What's you loadavg at the same time - that might (MIGHT) be a better indicator, but for "peaky" values, you might not even see it in the numbers. You might want to look at installing collectl.
Hardware or software RAID ?. Separate controllers ?. Are you swapping ?. Is it impacting your users ?.
I doubt there is an easy way to identify file access - iotop indicates the major users, but you already know that.
syg00 is right - I think especially concerning "It indicates that (all) the CPUs are idle, and there is uncompleted I/O" and "Is it impacting your users ?".
I used to work with an IBM AIX server and had often high wait times with the CPU and at the beginning I was jumping around trying to lower that value but in most of the cases ("most" - not "all") it was normal and had practically no repercussions on the users.
I doubt there is an easy way to identify file access - iotop indicates the major users, but you already know that.
This is what I figured it is not possible to track IO on a per file basis. I've been comparing our school's diskless servers in MRTG and and it seems when we get to around 200 diskless workstations the hardware raid can not keep up. So I'll be focusing in on faster drives/raid.
In regards to atop vs iotop - atop is much nicer break-down of what is causing bottle necks (CPU, disk, net, swap). The MRTG graphs are nice for a visual comparison over time.
Yes - for some reason when the IO is too high DNS stops resolving in a timely manner which prompts students to reboot their diskless client in hopes of fixing Internet. Rebooting diskless clients creates more disk IO.
Yes - for some reason when the IO is too high DNS stops resolving in a timely manner...
This is probably a dumb question, but are you sure that it is this way around? That is, are you sure that it isn't DNS resolve failures causing high IO waits?

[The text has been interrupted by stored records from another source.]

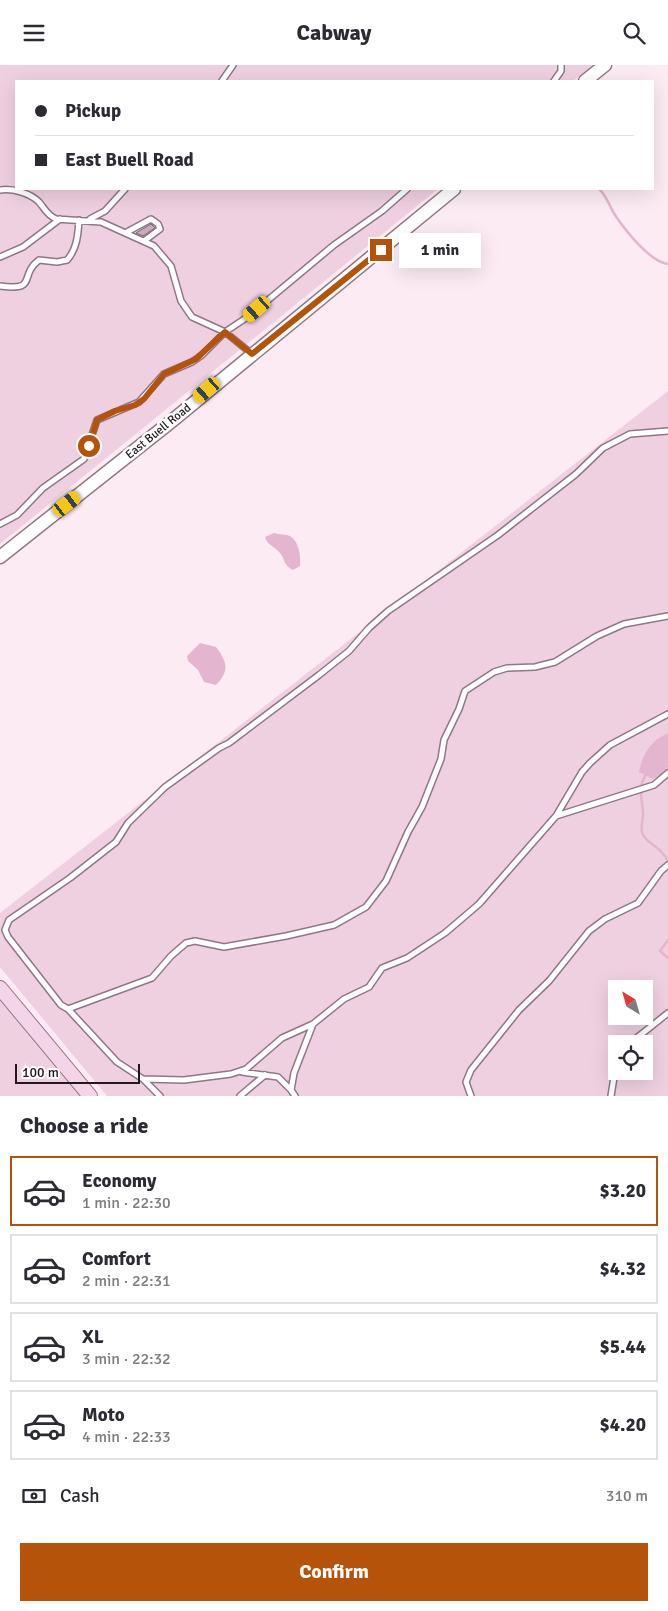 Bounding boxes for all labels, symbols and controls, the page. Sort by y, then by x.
icon: menu [20,19,48,47]
text: Cabway [297,19,371,46]
icon: search [620,19,648,47]
text: Pickup [65,99,121,123]
text: East Buell Road [65,148,194,172]
callout: 1 min [398,233,481,267]
route end [370,239,392,261]
text: 1 min [421,240,459,260]
car [240,293,273,325]
car [190,374,223,406]
street label: East Buell Road [123,400,194,462]
route start [78,435,100,457]
car [50,489,83,519]
north arrow [608,980,652,1025]
map controls [608,980,653,1080]
button: locate [608,1035,653,1080]
scale bar [15,1061,140,1084]
text: 100 m [22,1064,59,1081]
text: Choose a ride [20,1112,148,1139]
icon: car [22,1169,67,1214]
text: Economy [82,1169,156,1193]
text: $3.20 [600,1179,646,1203]
text: 1 min · 22:30 [82,1193,171,1213]
icon: car [22,1247,67,1292]
text: Comfort [82,1247,151,1271]
text: $4.32 [600,1257,646,1281]
text: 2 min · 22:31 [82,1271,171,1291]
icon: car [22,1325,67,1370]
text: XL [82,1325,104,1349]
text: $5.44 [600,1335,646,1359]
text: 3 min · 22:32 [82,1349,171,1369]
icon: car [22,1403,67,1448]
text: Moto [82,1403,125,1427]
text: $4.20 [600,1413,646,1437]
text: 4 min · 22:33 [82,1427,171,1447]
icon: cash [20,1482,48,1510]
text: Cash [60,1484,100,1508]
text: 310 m [606,1486,648,1506]
button: Confirm [20,1543,648,1601] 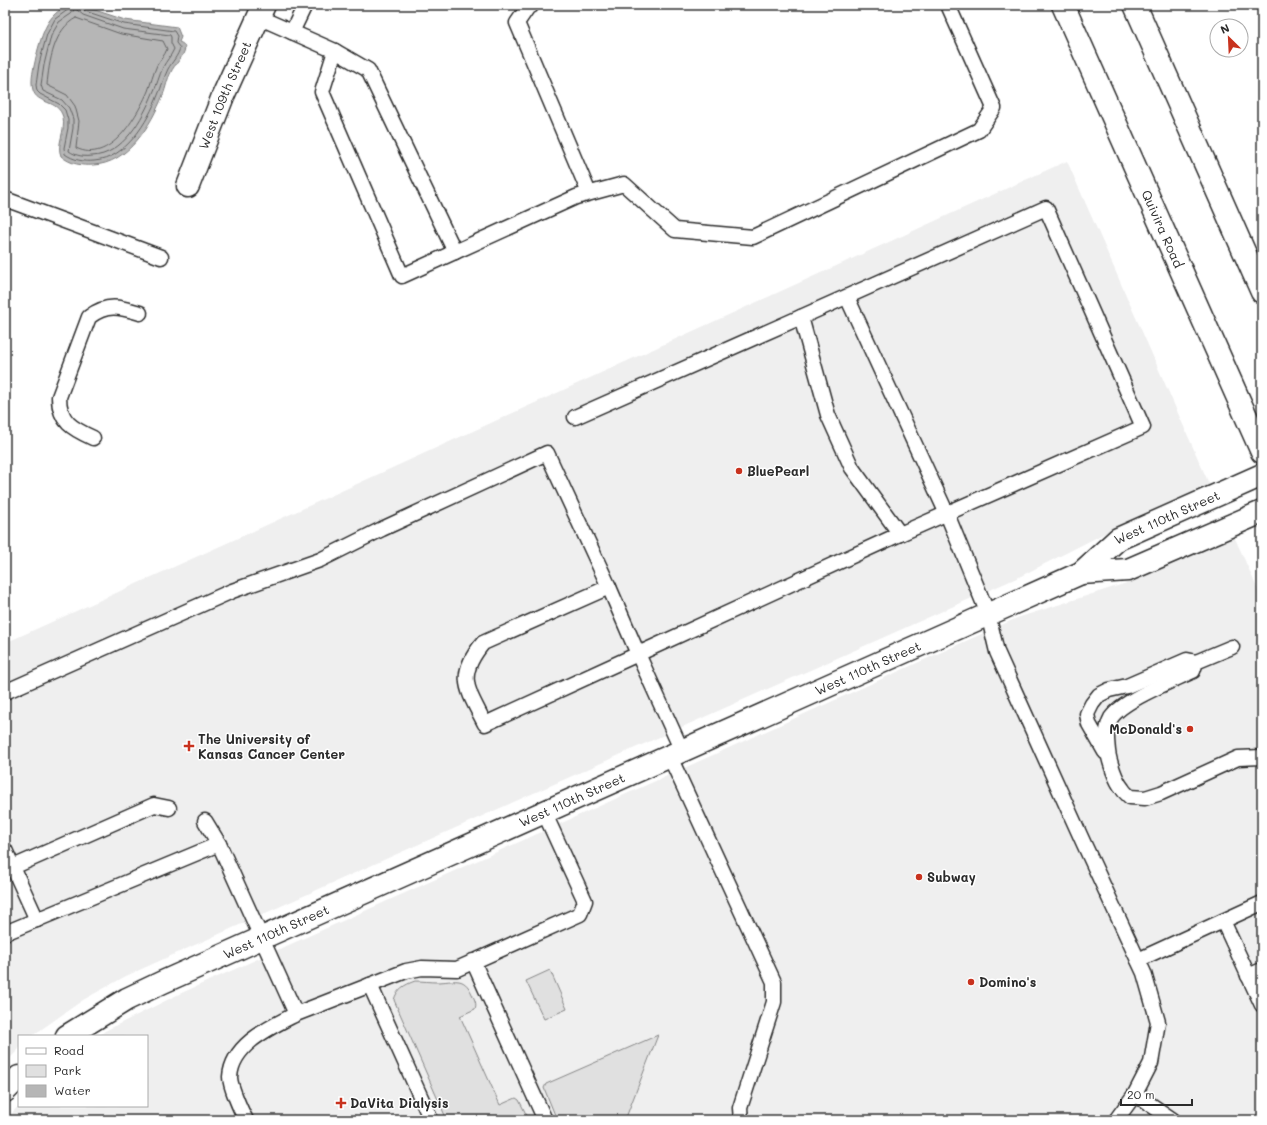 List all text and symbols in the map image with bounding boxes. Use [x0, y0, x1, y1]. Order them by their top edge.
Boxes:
north arrow [1209, 18, 1249, 58]
text: N [1218, 20, 1232, 37]
street label: West 109th Street [194, 38, 255, 152]
street label: Quivira Road [1138, 187, 1188, 270]
place label: BluePearl [747, 462, 809, 479]
marker: BluePearl [734, 466, 744, 476]
street label: West 110th Street [1111, 486, 1222, 548]
street label: West 110th Street [812, 636, 924, 698]
place label: McDonald's [1109, 720, 1182, 737]
marker: McDonald's [1185, 724, 1195, 734]
place label: The University of Kansas Cancer Center [198, 730, 345, 762]
marker: The University of Kansas Cancer Center [183, 740, 195, 752]
street label: West 110th Street [516, 768, 628, 830]
place label: Subway [927, 868, 976, 886]
marker: Subway [914, 872, 924, 882]
street label: West 110th Street [220, 900, 332, 962]
place label: Domino's [979, 973, 1036, 990]
marker: Domino's [966, 977, 976, 987]
legend [18, 1035, 148, 1107]
text: Road [54, 1042, 84, 1058]
text: Park [54, 1062, 81, 1078]
scale bar [1121, 1081, 1192, 1107]
text: Water [54, 1082, 91, 1098]
text: 20 m [1127, 1086, 1155, 1102]
place label: DaVita Dialysis [350, 1094, 449, 1112]
marker: DaVita Dialysis [335, 1097, 347, 1109] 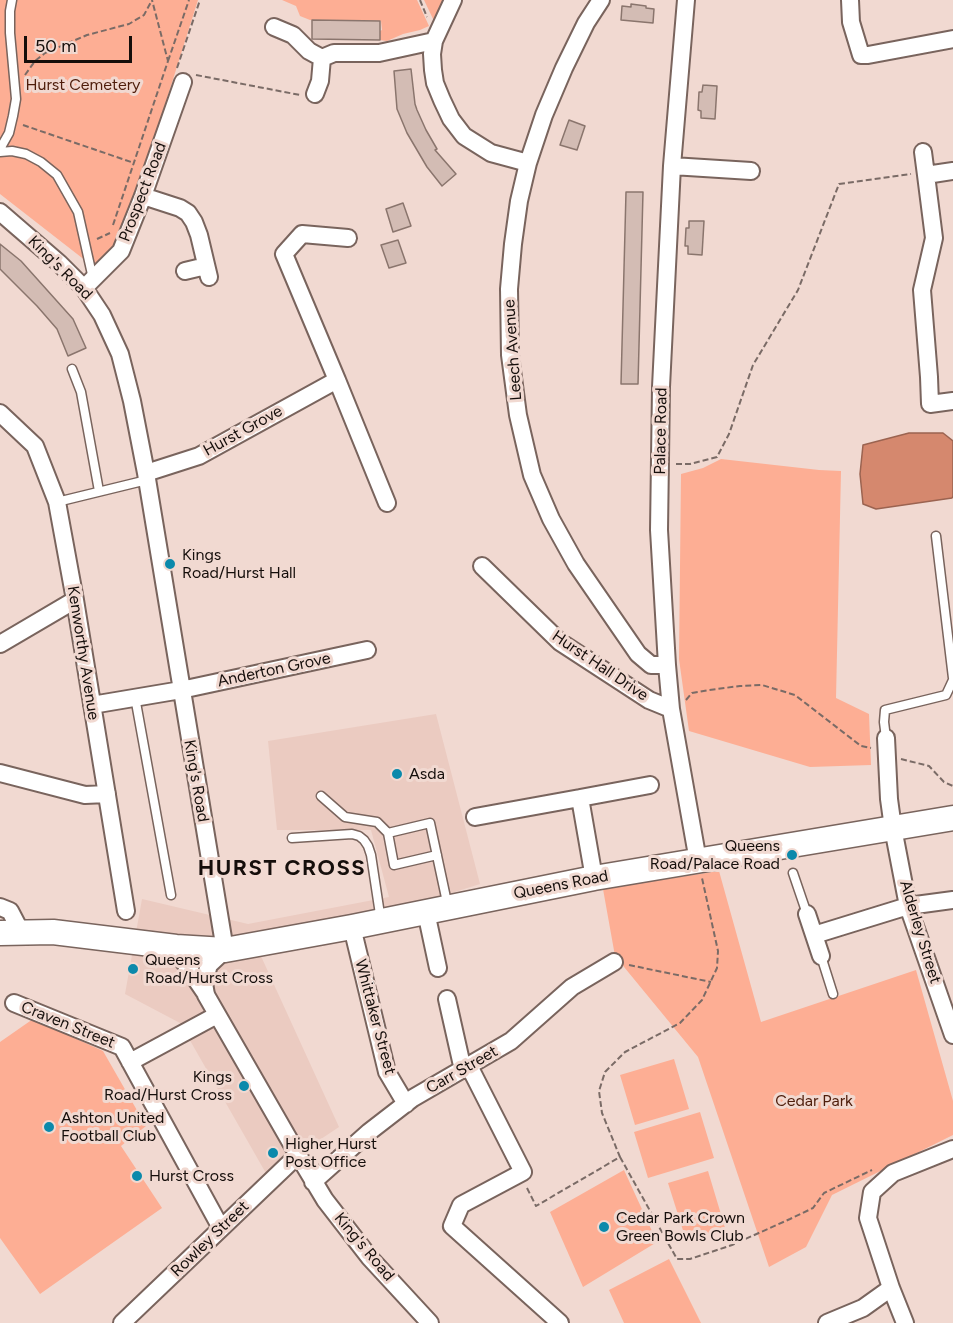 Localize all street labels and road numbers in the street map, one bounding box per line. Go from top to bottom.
street label: Prospect Road [115,140,171,244]
street label: King's Road [24,232,96,304]
street label: Leech Avenue [500,299,526,401]
street label: Palace Road [651,387,671,475]
street label: Hurst Grove [200,401,286,461]
street label: Kenworthy Avenue [63,585,103,721]
street label: Hurst Hall Drive [548,627,652,705]
street label: Anderton Grove [216,649,332,691]
street label: King's Road [179,738,213,824]
street label: Queens Road [512,866,610,904]
street label: Alderley Street [895,878,945,986]
street label: Whittaker Street [350,957,400,1077]
street label: Craven Street [18,997,118,1053]
street label: Carr Street [423,1042,501,1098]
street label: Rowley Street [167,1197,253,1281]
street label: King's Road [330,1209,398,1285]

This is probably a dumb question, but are you sure that it is this way around? That is, are you sure that it isn't DNS resolve failures causing high IO waits?
Good question
Assuming that most (all?) of your most frequently used NFS servers have static IP's, maybe you might want to propagate an /etc/hosts containing these addresses to your clients (along with an nsswitch.conf that specifies "use /etc/hosts before querying DNS).
Resolved by ensuring that all of the following folders are stored in local tmpfs on the client and not on the server:...
/tmp /var/cache/man /var/lib/xkb /var/lock /var/run /var/log /var/spool /var/lib/discover /etc/hotplug/.run /var/lib/nfs /var/lib/gdm /var/lib/xdm /var/lib/cups /var/lib/urandom /var/log /var/yp/binding /var/cache/cups /etc/network/run /media /var/lib/preload
A few of these I had moved to the server because software was running the workstation out of RAM. I'll deal with tmpfs-abusive software on a per-application basis.
If you have Gb networking throughout, raise MTU to 9000. Tune your NFS server and clients to use maximum packet sizes.
Ideally, find an alternative to NFS - it's buggy and crufty as hell.
Treat any NFS exported filesystem as _prohibited_ for any other kind of export or for local filesystem work, or you risk data corruption (in particular it's extremely dangerous to export the same filesystem NFS and SAMBA at the same time, NFS export to another box and SAMBA export from there)
This is because NFS doesn't pass client lock requests back down to the filesystem, so it's trivially possible for NFS and any other processes to try and write to the same file at the same time. Simultaneous NFS clients are handled within NFS server, so that's fairly safe.
As you've discovered, it's logging, locking, tmpfs and home directory X stuff (firefox cache is a particularly nasty culprit) which can cause a LOT of server IO on a diskless client. Consider throwing more ram at the clients or toss in a cheap small disk and setup cachefilesd to help take some of the load off the server.
Finally: On the server itself, figure about 1Gb ram per Tb of disk for optimal caching and look at tuning your swappiness/memory pressure settings (you don't want the server to swap or things get _really_ slow, nor do you want it to cache writes and then dump them all out at once as this will lead to pauses in fileserving.)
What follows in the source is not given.